E-SPEAIT Week 6

 

When new programs or software is being released to public, developers put a copyright license on their work. Depending on their goals and intentions, the type of license may vary. The software may be for commercial use or non-commercial use and whether they plan to make money on it or just a contribution to the world. Copyleft license means that all downstream projects cant add other restrictions on the software. According to the Free Software Definition free software must fulfil 4 freedoms:

1.       The freedom to run the program, for any purpose.

2.       The freedom to study how the program works, and adapt it to your needs. Access to the source code is a precondition for this.

3.       The freedom to redistribute copies so you can help your neighbour.

4.       The freedom to improve the program, and release your improvements to the public, so that the hole community benefits. Access to the source code is a precondition for this.

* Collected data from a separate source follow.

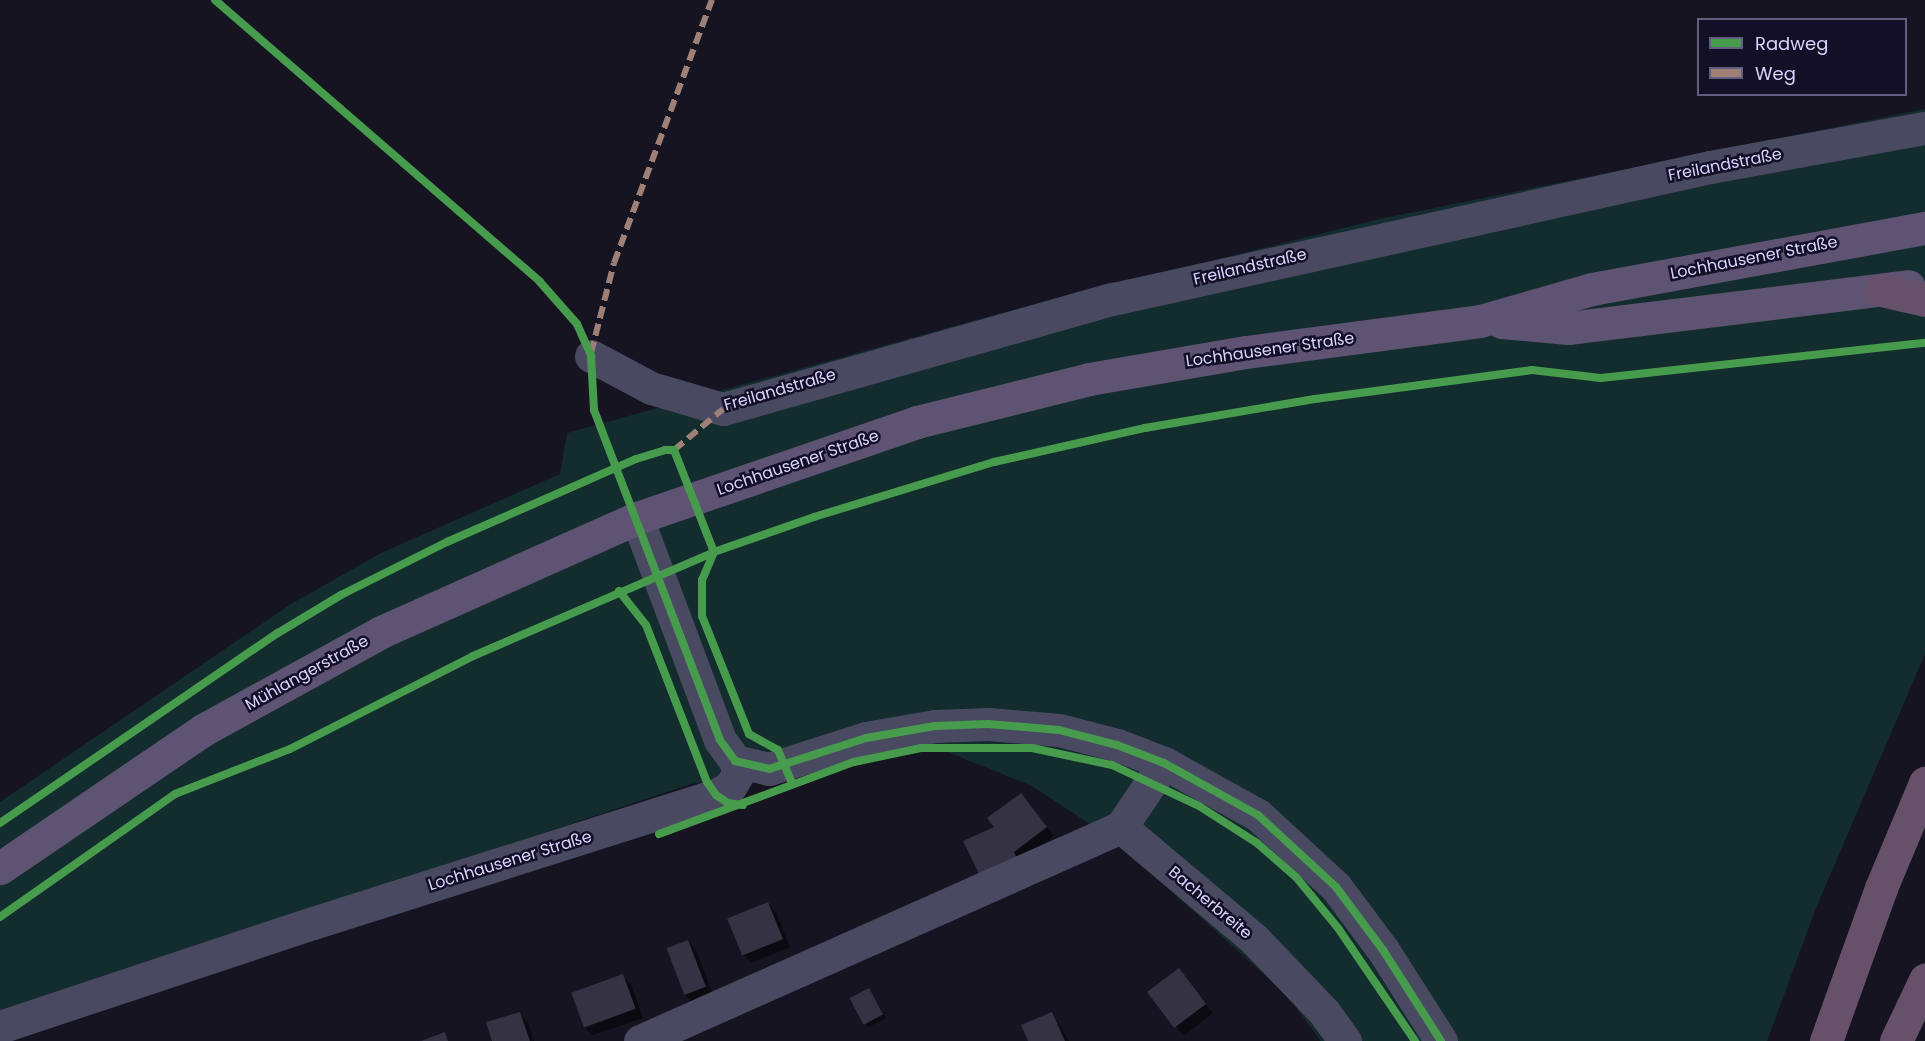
<!DOCTYPE html>
<meta charset="utf-8">
<style>
body{margin:0}
#map{position:relative;width:1925px;height:1041px;overflow:hidden;background:#161421;font-family:Poppins,sans-serif}
div>[style]{position:absolute}
.green>*{inset:0;background:#132c2d}
.shadow>*{inset:0;background:#0007;transform-origin:0 0}
.building>*{inset:0;background:#343243;transform-origin:0 0}
.minor>*{height:33px;margin:-16.5px;padding:0 16.5px;transform-origin:16.5px;border-radius:16.5px;background:#4a4962}
.major>*{height:33px;margin:-16.5px;padding:0 16.5px;transform-origin:16.5px;border-radius:16.5px;background:#5e5373}
.highway>*{height:33px;margin:-16.5px;padding:0 16.5px;transform-origin:16.5px;border-radius:16.5px;background:#67516a}
.quiet>*{height:6px;margin-top:-3px;transform-origin:0;background:repeating-linear-gradient(90deg,#9e8076 0 12px,transparent 0 18px)}
.cycleway>*{height:8px;margin:-4px;padding:0 4px;transform-origin:4px;border-radius:4px;background:#469c4c}
span{translate:-50% -50%;white-space:nowrap;text-align:center;line-height:1.15;-webkit-text-stroke:5px #130f26;paint-order:stroke}
.street-label{font-size:16px;color:#d9d4ff}
.legend{position:absolute;left:1697px;top:18px;width:210px;height:78px;box-sizing:border-box;background:#130f26;border:2px solid #625e7d;margin:0;padding:8px 10px;list-style:none;font-size:18px;color:#d9d4ff}
.legend li{display:flex;align-items:center;gap:12px;height:30px}
.legend b{width:30px;border:2px solid #625e7d}
</style>
<div id="map">
<div class="green">
<div style="clip-path:polygon(1925px 109px,1925px 654px,1816px 908px,1767px 1041px,1321px 1041px,1286px 994px,1114px 840px,1032px 786px,940px 749px,691px 784px,0 1013px,0 802px,291px 604px,381px 553px,560px 474px,567px 433px,998px 314px,1384px 218px)"></div>
</div>
<div class="shadow">
<div style="clip-path:polygon(1021px 795px,1054px 836px,1021px 861px,1026px 871px,996px 827px)"></div>
<div style="clip-path:polygon(768px 903px,776px 912px,790px 947px,751px 963px,743px 955px)"></div>
<div style="clip-path:polygon(688px 941px,696px 950px,713px 995px,693px 1003px,685px 995px,668px 949px)"></div>
<div style="left:1179px;top:970px;width:55px;height:37px;rotate:52deg"></div>
<div style="clip-path:polygon(622px 976px,631px 984px,643px 1018px,593px 1035px,584px 1027px)"></div>
<div style="clip-path:polygon(869px 990px,886px 1018px,869px 1027px,865px 1023px)"></div>
<div style="clip-path:polygon(1052px 1013px,1069px 1041px,1029px 1041px)"></div>
<div style="clip-path:polygon(520px 1014px,528px 1022px,534px 1041px,493px 1041px)"></div>
</div>
<div class="building">
<div style="clip-path:polygon(1021px 793px,1047px 827px,1014px 852px,1019px 863px,982px 880px,963px 841px,994px 827px,987px 818px)"></div>
<div style="left:768px;top:902px;width:40px;height:44px;rotate:68deg"></div>
<div style="left:688px;top:940px;width:50px;height:23px;rotate:69deg"></div>
<div style="left:1179px;top:968px;width:45px;height:40px;rotate:53deg"></div>
<div style="left:623px;top:974px;width:37px;height:55px;rotate:70deg"></div>
<div style="left:869px;top:988px;width:30px;height:22px;rotate:62deg"></div>
<div style="clip-path:polygon(520px 1012px,530px 1041px,492px 1041px,486px 1022px)"></div>
<div style="clip-path:polygon(1052px 1012px,1065px 1041px,1028px 1041px,1021px 1025px)"></div>
<div style="clip-path:polygon(445px 1032px,448px 1041px,421px 1041px)"></div>
</div>
<div class="minor">
<div style="left:591px;top:356px;width:68px;rotate:28.1deg"></div>
<div style="left:651px;top:388px;width:75px;rotate:16.3deg"></div>
<div style="left:723px;top:409px;width:405px;rotate:-15.8deg"></div>
<div style="left:1113px;top:299px;width:611px;rotate:-12.47deg"></div>
<div style="left:1710px;top:167px;width:219px;rotate:-10.3deg"></div>
<div style="left:637px;top:518px;width:237px;rotate:69.5deg"></div>
<div style="left:720px;top:740px;width:26px;rotate:54deg"></div>
<div style="left:735px;top:761px;width:35px;rotate:13deg"></div>
<div style="left:769px;top:769px;width:102px;rotate:-17.7deg"></div>
<div style="left:866px;top:738px;width:70px;rotate:-9.9deg"></div>
<div style="left:935px;top:726px;width:53px;rotate:-2.2deg"></div>
<div style="left:988px;top:724px;width:71px;rotate:4.8deg"></div>
<div style="left:1059px;top:730px;width:60px;rotate:14.5deg"></div>
<div style="left:1117px;top:745px;width:50px;rotate:21deg"></div>
<div style="left:1164px;top:763px;width:107px;rotate:29deg"></div>
<div style="left:1258px;top:815px;width:106px;rotate:42.7deg"></div>
<div style="left:1336px;top:887px;width:79px;rotate:53.3deg"></div>
<div style="left:1383px;top:950px;width:108px;rotate:57.5deg"></div>
<div style="left:1164px;top:763px;width:77px;rotate:123.9deg"></div>
<div style="left:1121px;top:827px;width:175px;rotate:40.1deg"></div>
<div style="left:1255px;top:940px;width:100px;rotate:46.2deg"></div>
<div style="left:1324px;top:1012px;width:36px;rotate:54deg"></div>
<div style="left:0;top:1027px;width:330px;rotate:-18.4deg"></div>
<div style="left:313px;top:923px;width:423px;rotate:-17.6deg"></div>
<div style="left:716px;top:795px;width:16px;rotate:-30deg"></div>
<div style="left:730px;top:787px;width:27px;rotate:-59deg"></div>
<div style="left:640px;top:1041px;width:526px;rotate:-23.98deg"></div>
</div>
<div class="major">
<div style="left:1501px;top:322px;width:67px;rotate:5.1deg"></div>
<div style="left:1568px;top:328px;width:343px;rotate:-7deg"></div>
<div style="left:0;top:868px;width:245px;rotate:-34.2deg"></div>
<div style="left:203px;top:730px;width:203px;rotate:-28.8deg"></div>
<div style="left:381px;top:632px;width:280px;rotate:-24deg"></div>
<div style="left:637px;top:518px;width:296px;rotate:-18.9deg"></div>
<div style="left:917px;top:422px;width:177px;rotate:-14deg"></div>
<div style="left:1089px;top:379px;width:159px;rotate:-9.8deg"></div>
<div style="left:1246px;top:352px;width:236px;rotate:-7.5deg"></div>
<div style="left:1480px;top:321px;width:116px;rotate:-15.9deg"></div>
<div style="left:1592px;top:289px;width:339px;rotate:-10.4deg"></div>
</div>
<div class="highway">
<div style="left:1881px;top:290px;width:45px;rotate:12.8deg"></div>
<div style="left:1826px;top:1041px;width:163px;rotate:-70.2deg"></div>
<div style="left:1881px;top:888px;width:114px;rotate:-67.3deg"></div>
<div style="left:1896px;top:1041px;width:68px;rotate:-64.6deg"></div>
</div>
<div class="quiet">
<div style="left:591px;top:353px;width:93px;rotate:-75.7deg"></div>
<div style="left:614px;top:263px;width:281px;rotate:-69.6deg"></div>
<div style="left:674px;top:450px;width:64px;rotate:-39.9deg"></div>
</div>
<div class="cycleway">
<div style="left:215px;top:0;width:430px;rotate:40.9deg"></div>
<div style="left:540px;top:282px;width:56px;rotate:48.6deg"></div>
<div style="left:577px;top:324px;width:35px;rotate:66deg"></div>
<div style="left:591px;top:356px;width:54px;rotate:86.8deg"></div>
<div style="left:594px;top:410px;width:353px;rotate:69.1deg"></div>
<div style="left:720px;top:740px;width:26px;rotate:54deg"></div>
<div style="left:735px;top:761px;width:35px;rotate:13deg"></div>
<div style="left:769px;top:769px;width:102px;rotate:-17.7deg"></div>
<div style="left:866px;top:738px;width:70px;rotate:-9.9deg"></div>
<div style="left:935px;top:726px;width:53px;rotate:-2.2deg"></div>
<div style="left:988px;top:724px;width:71px;rotate:4.8deg"></div>
<div style="left:1059px;top:730px;width:60px;rotate:14.5deg"></div>
<div style="left:1117px;top:745px;width:50px;rotate:21deg"></div>
<div style="left:1164px;top:763px;width:107px;rotate:29deg"></div>
<div style="left:1258px;top:815px;width:106px;rotate:42.7deg"></div>
<div style="left:1336px;top:887px;width:79px;rotate:53.3deg"></div>
<div style="left:1383px;top:950px;width:108px;rotate:57.5deg"></div>
<div style="left:619px;top:591px;width:43px;rotate:51.5deg"></div>
<div style="left:646px;top:625px;width:168px;rotate:68.8deg"></div>
<div style="left:707px;top:782px;width:16px;rotate:55deg"></div>
<div style="left:716px;top:795px;width:14px;rotate:34deg"></div>
<div style="left:728px;top:803px;width:15px;rotate:8deg"></div>
<div style="left:0;top:823px;width:337px;rotate:-34.4deg"></div>
<div style="left:278px;top:633px;width:74px;rotate:-31.1deg"></div>
<div style="left:341px;top:595px;width:119px;rotate:-26.6deg"></div>
<div style="left:447px;top:542px;width:206px;rotate:-23.7deg"></div>
<div style="left:636px;top:459px;width:30px;rotate:-17deg"></div>
<div style="left:665px;top:450px;width:9px"></div>
<div style="left:674px;top:450px;width:110px;rotate:68.6deg"></div>
<div style="left:714px;top:552px;width:30px;rotate:113deg"></div>
<div style="left:702px;top:580px;width:36px;rotate:90deg"></div>
<div style="left:702px;top:616px;width:127px;rotate:68.3deg"></div>
<div style="left:749px;top:734px;width:33px;rotate:29deg"></div>
<div style="left:778px;top:750px;width:36px;rotate:67deg"></div>
<div style="left:659px;top:834px;width:208px;rotate:-20.3deg"></div>
<div style="left:854px;top:762px;width:68px;rotate:-11.8deg"></div>
<div style="left:921px;top:748px;width:111px"></div>
<div style="left:1032px;top:748px;width:82px;rotate:12deg"></div>
<div style="left:1112px;top:765px;width:96px;rotate:25.2deg"></div>
<div style="left:1199px;top:806px;width:69px;rotate:32.5deg"></div>
<div style="left:1257px;top:843px;width:52px;rotate:41.1deg"></div>
<div style="left:1296px;top:877px;width:66px;rotate:50.5deg"></div>
<div style="left:1338px;top:928px;width:137px;rotate:55.7deg"></div>
<div style="left:0;top:917px;width:214px;rotate:-35.1deg"></div>
<div style="left:175px;top:794px;width:123px;rotate:-21.4deg"></div>
<div style="left:290px;top:749px;width:205px;rotate:-26.9deg"></div>
<div style="left:473px;top:656px;width:262px;rotate:-23.3deg"></div>
<div style="left:714px;top:552px;width:106px;rotate:-19.3deg"></div>
<div style="left:814px;top:517px;width:188px;rotate:-17deg"></div>
<div style="left:994px;top:462px;width:155px;rotate:-12.7deg"></div>
<div style="left:1145px;top:428px;width:172px;rotate:-9.7deg"></div>
<div style="left:1315px;top:399px;width:219px;rotate:-7.6deg"></div>
<div style="left:1532px;top:370px;width:69px;rotate:6.6deg"></div>
<div style="left:1601px;top:378px;width:326px;rotate:-6.2deg"></div>
</div>
<div class="street-label">
<span style="left:1725px;top:165px;rotate:-11deg">Freilandstraße</span>
<span style="left:1754px;top:258px;rotate:-11deg">Lochhausener Straße</span>
<span style="left:1250px;top:267px;rotate:-13deg">Freilandstraße</span>
<span style="left:1270px;top:350px;rotate:-8deg">Lochhausener Straße</span>
<span style="left:780px;top:390px;rotate:-16deg">Freilandstraße</span>
<span style="left:798px;top:463px;rotate:-19deg">Lochhausener Straße</span>
<span style="left:307px;top:673px;rotate:-29deg">Mühlangerstraße</span>
<span style="left:510px;top:861px;rotate:-17deg">Lochhausener Straße</span>
<span style="left:1210px;top:903px;rotate:40deg">Bacherbreite</span>
</div>
<ul class="legend">
<li><b style="height:8px;background:#469c4c"></b>Radweg</li>
<li><b style="height:8px;background:#9e8076"></b>Weg</li>
</ul>
</div>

Good example I found. If I wrote a program named MyProgram and started distributing it under a copyleft license, you would have the freedom to use and modify it. But when you give start distributing this with your changes, you have to give your users the same freedom I gave you.  Also, you don't have to use the same licenses I did, as long as the terms of licenses are compatible. But to make lives easier, usually the same license is being used.

Firstly there is strong copyleft. This essentially means that the first creator of the work has the most rights. This license can be imposed to all derived works. Thing to keep in mind is that if components with strong copyleft are used, the entire software has to be licensed under a compatible copyleft license.

Most popular example for strong copyleft license is the GNU General Public License (GPL). It has multiple versions and they have differences, so its necessary to concentrate and read them through to find the most suitable.

Secondly we have weak copyleft. This means that not all derived work gets the same copyleft license. Popular use for this is software libraries which allow links to other libraries. They allow free use and distribution. Weak copyleft license applies only to the original work.

Example for weak copyleft could be the GNU Lesser General Public License (LGPL).

Another option is no copyleft or public domain. This license would be used if the author doesn't want the ownership and they could just put their work in public domain. This allows people to do almost anything with the software and its source code.  Like selling, using, distributing and using for other software.

For public domain example we can bring out MIT X11 license, which allows multiple activities with the licensed code like petting different licenses on works derived from the code.

Overall choosing the best license really comes down your intentions. It requires a lot of reading and may be a headache, but thankfully there are helpful sites for picking.